═══ PROVIDED DATA
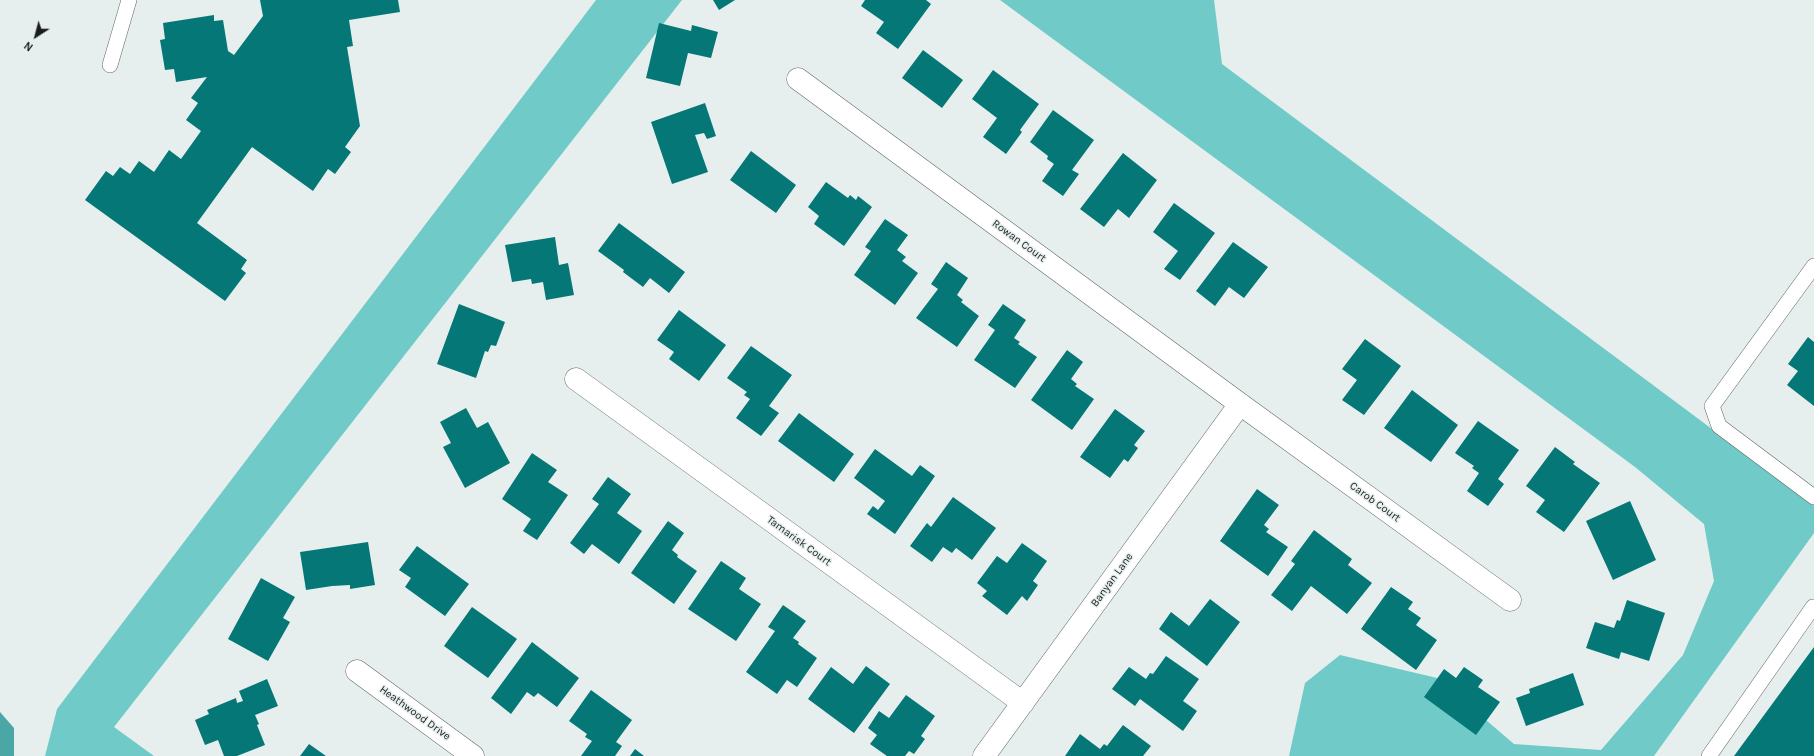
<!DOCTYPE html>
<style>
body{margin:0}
#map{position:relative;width:1814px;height:756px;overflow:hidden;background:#e6efee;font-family:Karla,sans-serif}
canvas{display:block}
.north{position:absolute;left:16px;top:16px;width:40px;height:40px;-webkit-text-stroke:3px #e6efee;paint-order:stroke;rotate:216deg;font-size:11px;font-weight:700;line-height:16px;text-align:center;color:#191c1b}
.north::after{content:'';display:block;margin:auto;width:14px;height:18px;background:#191c1b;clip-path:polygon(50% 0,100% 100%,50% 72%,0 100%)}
</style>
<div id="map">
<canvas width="1814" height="756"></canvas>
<div class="north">N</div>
</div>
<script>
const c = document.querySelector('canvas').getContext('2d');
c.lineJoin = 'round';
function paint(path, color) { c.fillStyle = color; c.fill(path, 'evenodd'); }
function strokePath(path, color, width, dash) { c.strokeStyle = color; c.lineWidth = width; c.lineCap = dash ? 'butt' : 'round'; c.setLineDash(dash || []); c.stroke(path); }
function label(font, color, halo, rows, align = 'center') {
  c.font = font + ' Karla,sans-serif'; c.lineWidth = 3; c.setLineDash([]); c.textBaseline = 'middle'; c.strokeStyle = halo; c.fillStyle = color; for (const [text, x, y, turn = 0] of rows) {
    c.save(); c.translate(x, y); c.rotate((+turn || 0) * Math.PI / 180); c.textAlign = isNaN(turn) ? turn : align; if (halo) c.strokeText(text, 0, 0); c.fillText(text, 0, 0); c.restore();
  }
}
const forest = new Path2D(`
 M596 0H682L114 727 154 756H45L57 709Z
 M1000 0H1214L1222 64 1814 505V533L1654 756H1289L1305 683 1340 655 1437 678 1514 744 1601 750 1683 655 1714 581 1704 524 1635 467Z`);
const water = new Path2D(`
 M0 712 14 728V756H0Z`);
const building = new Path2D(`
 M260 0H398L400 12 349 20 353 46 347 47 360 126 345 147 351 152 335 174 328 169 313 191 252 147 197 223 247 260 241 269 246 273 225 301 85 200 106 171 113 176 120 167 130 174 139 161 154 172 169 150 181 159 201 131 186 120 198 103 191 98 207 77 176 82 174 69 165 70 160 40 165 39 163 23 214 15V21L223 20 228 51 234 55 263 16Z
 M713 0H735L719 10Z
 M865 0H926L931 4 898 49 876 33 884 22 861 6Z
 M659 23 691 31 692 25 718 32 711 58 688 53 680 86 646 78Z
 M923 50 963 80 942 108 902 78Z
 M993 70 1039 104 1020 130 1022 132 1006 154 983 137 997 118 972 99Z
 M705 103 716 136 707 139 704 133 695 135 708 172 672 184 651 122Z
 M1053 110 1094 140 1072 170 1079 174 1063 196 1042 181 1054 164 1047 159 1048 156 1030 142Z
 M751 151 796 185 776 213 730 180Z
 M1123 153 1157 180 1129 218 1118 209 1104 227 1080 209Z
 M826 182 848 198 850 195 856 200 858 196 872 207 844 246 814 224 819 216 808 207Z
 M1174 203 1215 233 1180 280 1164 269 1178 251 1153 232Z
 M885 219 908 235 897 250 906 257 902 261 918 273 895 305 854 275 871 251 865 247Z
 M619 223 685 272 669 293 650 278 643 287 623 272 624 270 598 251Z
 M555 237 559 265 568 263 574 295 546 300 543 282 532 284 531 279 512 282 505 245Z
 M1233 242 1268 267 1244 298 1229 287 1215 306 1196 291Z
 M946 262 968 278 957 295 963 300 961 302 979 316 957 347 916 318 938 289 931 284Z
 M459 304 505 322 496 346 491 345 488 352 485 351 476 378 437 364Z
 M1003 304 1026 320 1014 338 1020 342 1018 344 1037 357 1015 388 974 360 995 330 988 325Z
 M679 310 726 345 699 381 669 359 674 352 657 340Z
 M1808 337 1814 342V406L1787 385 1798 371 1788 364Z
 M1365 339 1401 366 1364 415 1342 400 1357 380 1342 369Z
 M751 346 792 375 769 406 779 413 761 436 736 418 750 399 744 395 747 392 727 378Z
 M1067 350 1083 362 1071 379 1077 384 1075 386 1094 399 1072 430 1031 400Z
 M1412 390 1458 425 1431 462 1384 428Z
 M466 408 477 428 488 422 510 463 465 488 443 447 451 443 440 422Z
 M1115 409 1145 431 1134 445 1138 448 1128 462 1124 459 1110 478 1080 457Z
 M799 413 854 454 834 482 778 441Z
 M1478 421 1519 450 1498 479 1504 484 1488 506 1467 491 1479 473 1472 468 1474 466 1455 453Z
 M1555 447 1575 462 1573 464 1600 483 1564 532 1536 512 1545 500 1526 486Z
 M875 449 912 476 920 465 935 476 895 534 867 514 873 506 878 510 885 501 854 478Z
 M532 453 557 470 548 482 568 495 537 540 523 531 531 519 502 499Z
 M608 477 631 494 617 513 642 531 619 564 592 544 584 554 570 543 599 504 592 499Z
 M1257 489 1279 505 1264 525 1269 529 1266 532 1288 547 1268 576 1220 541Z
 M953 497 996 528 972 560 956 548 952 553 943 547 932 562 910 546 927 523 931 527Z
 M1630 501 1656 560 1613 580 1586 521Z
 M668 521 684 533 672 550 678 555 677 557 697 571 674 604 631 573Z
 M1314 530 1352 559 1348 565 1372 583 1347 614 1311 586 1292 611 1271 595 1295 564 1291 561Z
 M368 542 375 585 350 589V585L332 586 306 590 300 552Z
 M1022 543 1047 561 1033 581 1038 585 1027 601 1022 596 1007 615 982 596 987 591 977 583 997 556 1007 563Z
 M417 546 469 584 445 616 405 587 411 578 399 570Z
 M721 561 746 578 739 589 761 604 736 641 688 609Z
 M261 578 295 597 283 618 290 622 268 661 228 639Z
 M1391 587 1413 602 1408 609 1421 618 1416 625 1437 640 1416 670 1361 629Z
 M1210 599 1240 622 1207 666 1159 629 1171 612 1189 626Z
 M1627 600 1665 613 1649 661 1621 652 1619 659 1586 648 1595 622 1614 628 1617 620 1620 621Z
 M783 605 806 621 793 638 799 642 798 644 817 658 797 687 787 680 777 694 746 672 775 631 768 627Z
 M472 607 517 639 488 678 444 646Z
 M532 642 579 678 557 707 538 693 534 697 527 692 511 714 491 698Z
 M1814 647V756H1734Z
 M1166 656 1199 679 1183 701 1197 711 1183 731 1140 699 1135 706 1112 689 1129 667 1146 679 1150 673 1153 674Z
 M866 666 890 684 854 733 808 699 831 667 853 684Z
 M1464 667 1483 680 1478 687 1500 702 1476 735 1424 697 1444 669 1456 678Z
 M1573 673 1584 705 1526 726 1516 698 1530 693 1529 689Z
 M267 679 278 706 255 715 259 724 257 725 265 745 237 756H224L218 740 205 745 195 720 209 714 207 710 236 698 237 703 243 701 239 691Z
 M591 690 632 720 616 742 622 746 615 756H581L592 741 585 737 587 734 569 721Z
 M906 695 935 716 921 736 925 739 914 754 909 751 905 756H887L870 744 877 735 868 728 879 711 889 718Z
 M1123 725 1151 746 1143 756H1065L1080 734 1100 749 1104 744 1107 746Z
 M309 744 326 756H300Z
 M635 749 644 756H630Z`);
const lane = new Path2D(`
 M110 65 129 0
 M1814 266 1712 406 1719 426 1814 497
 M1709 756 1813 607`);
const street = new Path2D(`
 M798 79 1240 404 1510 600
 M576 379 1023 703
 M357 671 473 756
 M984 756 1240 404`);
const streetNames = [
 ["Rowan Court",1019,241,36],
 ["Carob Court",1375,502,36],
 ["Tamarisk Court",799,541,36],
 ["Banyan Lane",1112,580,-54],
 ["Heathwood Drive",415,713,36]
];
paint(forest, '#70cac8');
paint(water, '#4ba7a5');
paint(building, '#047776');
strokePath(lane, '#606767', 16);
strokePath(street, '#606767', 23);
strokePath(lane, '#fff', 15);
strokePath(street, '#fff', 22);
label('11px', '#191c1b', '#e6efee', streetNames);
</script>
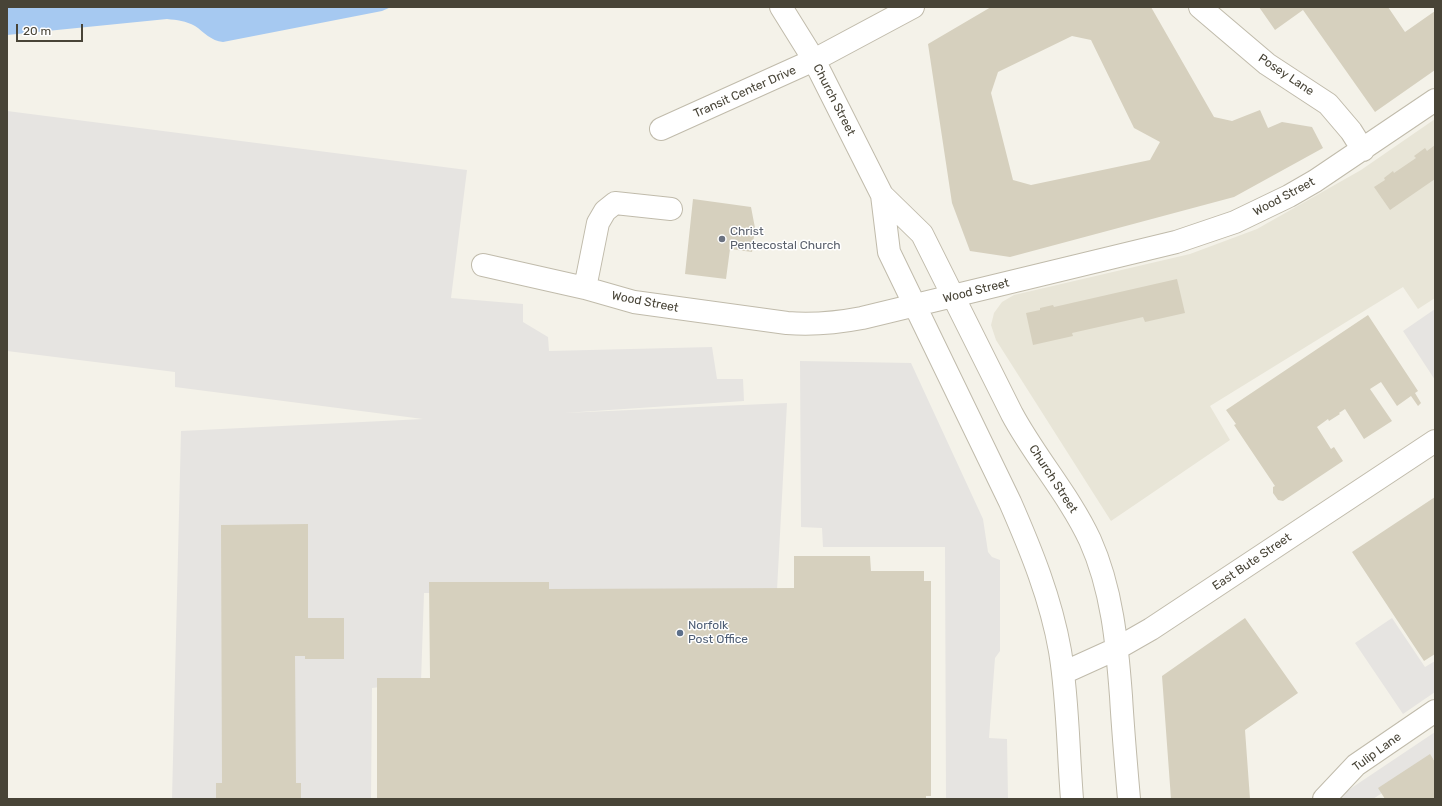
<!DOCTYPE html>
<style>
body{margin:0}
#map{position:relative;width:1442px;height:806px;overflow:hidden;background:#f4f2e9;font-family:Rubik,sans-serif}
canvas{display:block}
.frame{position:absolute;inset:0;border:8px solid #484437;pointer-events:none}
.scale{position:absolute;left:16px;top:24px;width:67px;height:18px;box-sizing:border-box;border:2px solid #484437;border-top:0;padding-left:5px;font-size:12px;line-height:14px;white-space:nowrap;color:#484437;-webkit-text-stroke:3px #fff;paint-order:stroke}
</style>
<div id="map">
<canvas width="1442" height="806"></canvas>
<div class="frame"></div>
<div class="scale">20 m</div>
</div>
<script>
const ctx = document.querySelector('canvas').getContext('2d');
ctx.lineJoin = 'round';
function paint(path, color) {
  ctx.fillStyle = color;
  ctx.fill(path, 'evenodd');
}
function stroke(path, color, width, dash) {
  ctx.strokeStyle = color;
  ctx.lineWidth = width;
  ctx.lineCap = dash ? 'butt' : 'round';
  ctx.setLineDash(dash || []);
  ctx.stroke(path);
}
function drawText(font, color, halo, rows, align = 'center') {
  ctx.font = font + ' Rubik,sans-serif';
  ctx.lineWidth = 3;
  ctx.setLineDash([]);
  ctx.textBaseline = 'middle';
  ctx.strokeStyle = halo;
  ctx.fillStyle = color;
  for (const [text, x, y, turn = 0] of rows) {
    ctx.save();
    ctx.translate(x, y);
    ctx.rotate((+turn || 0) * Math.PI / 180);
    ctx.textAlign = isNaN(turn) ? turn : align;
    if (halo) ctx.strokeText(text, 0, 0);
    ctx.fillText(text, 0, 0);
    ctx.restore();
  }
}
paint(new Path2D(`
 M1435 119V298L1418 309 1403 287 1210 406 1230 440 1111 521 996 340 991 325 994 313 1002 302 1014 295 1190 254 1257 229 1361 170Z`), '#e8e5d7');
paint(new Path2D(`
 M7 111 467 170 451 298 523 304V322L548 337 549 351 712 347 717 379H743L744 401 564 413 787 403 777 590 424 593 421 682 372 688 371 799H172L181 431 423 419 175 387V372L7 351Z
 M1435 309V380L1403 331Z
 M800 361 911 363 983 519 988 552 992 557 1000 560V651L995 658 989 738 1007 739 1008 799H946L945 547H823L822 528 801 527Z
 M1392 618 1425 667 1435 661V692L1403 714 1355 643Z
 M1435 732V758L1373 799H1335Z`), '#e6e4e1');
paint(new Path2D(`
 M7 7H391L382 11 223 42C211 41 204 32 195 26 186 21 177 20 167 19L7 35Z`), '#a6c9f1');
paint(new Path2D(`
 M991 7H1151L1214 117 1232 121 1260 110 1268 128 1282 122 1312 127 1323 148 1234 197 1010 257 970 251 952 203 928 44ZM1072 36 1091 40 1134 128 1160 142 1150 160 1031 185 1013 180 991 93 998 72Z
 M1259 7H1388L1405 32 1435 11V70L1375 112 1303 10 1275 30Z
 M1435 145V179L1390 210 1374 187 1385 180 1384 178 1393 171 1394 173 1416 158 1414 156 1425 148 1427 151Z
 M693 199 751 207 755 228 752 252 730 249 726 279 685 274Z
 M1177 279 1185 313 1145 322 1143 317 1072 333 1073 336 1033 345 1026 313 1040 310V308L1053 305 1054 307Z
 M1368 315 1418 391 1415 393 1421 403 1418 406 1411 396 1397 406 1381 382 1370 389 1392 421 1364 439 1345 409 1339 413 1340 414 1329 421 1328 419 1317 427 1331 449 1334 447 1343 461 1283 501 1278 500 1273 493V487L1275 486 1234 425 1236 424 1226 410Z
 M1435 497V654L1424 661 1352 552Z
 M308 524V618H344V659H305V656H295L296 783H301V799H216V783H222L221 525Z
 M794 556H870L871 571H924V581H931V796H926V799H377V678H430L429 582H549V589L794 588Z
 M1245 618 1298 693 1245 730 1250 799H1171L1162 676Z
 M1430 754 1435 762V799H1385L1378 788Z`), '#d6d0be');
const minor = new Path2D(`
 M781 7 814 60 882 195 889 252 1010 502C1031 550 1051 599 1060 651 1068 699 1068 750 1072 799
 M1200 7 1267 64 1328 104 1351 131 1363 150
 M661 129 814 60 913 7
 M882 195 922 234 1012 414C1035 457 1069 495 1090 540 1112 589 1117 643 1121 696 1123 731 1126 765 1129 799
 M483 265 585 288 634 302 787 323C813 325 836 323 862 318L1176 242 1235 222 1289 196 1315 181 1435 100
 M585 288 598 223 605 211 615 203 671 209
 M1063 673 1116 649 1151 629 1435 441
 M1324 799 1356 765 1435 711`);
stroke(minor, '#c0bbab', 24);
stroke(minor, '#fff', 22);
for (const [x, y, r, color] of [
 [722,239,4,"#6b7280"],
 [680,633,4,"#5c6f8a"]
]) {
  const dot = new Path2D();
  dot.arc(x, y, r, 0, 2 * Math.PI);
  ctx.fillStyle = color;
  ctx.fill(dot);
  stroke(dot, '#fff', 1.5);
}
drawText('12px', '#484437', '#fff', [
 ["Posey Lane",1286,75,34],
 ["Transit Center Drive",745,92,-24],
 ["Church Street",834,100,63],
 ["Wood Street",1284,197,-28],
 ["Wood Street",976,291,-14],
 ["Wood Street",645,302,11],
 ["Church Street",1053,479,57],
 ["East Bute Street",1252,562,-34],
 ["Tulip Lane",1377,752,-36]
]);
drawText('12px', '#5b616d', '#fff', [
 ["Christ",730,232],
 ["Pentecostal Church",730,246]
], 'left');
drawText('12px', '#4e5e75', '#fff', [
 ["Norfolk",688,626],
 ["Post Office",688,640]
], 'left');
</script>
══════
● EXERCISE DIRECTIONS: Search the entries for lines with the string "textAlign", then report their number alone.

● PROBLEM SOLUTION: 2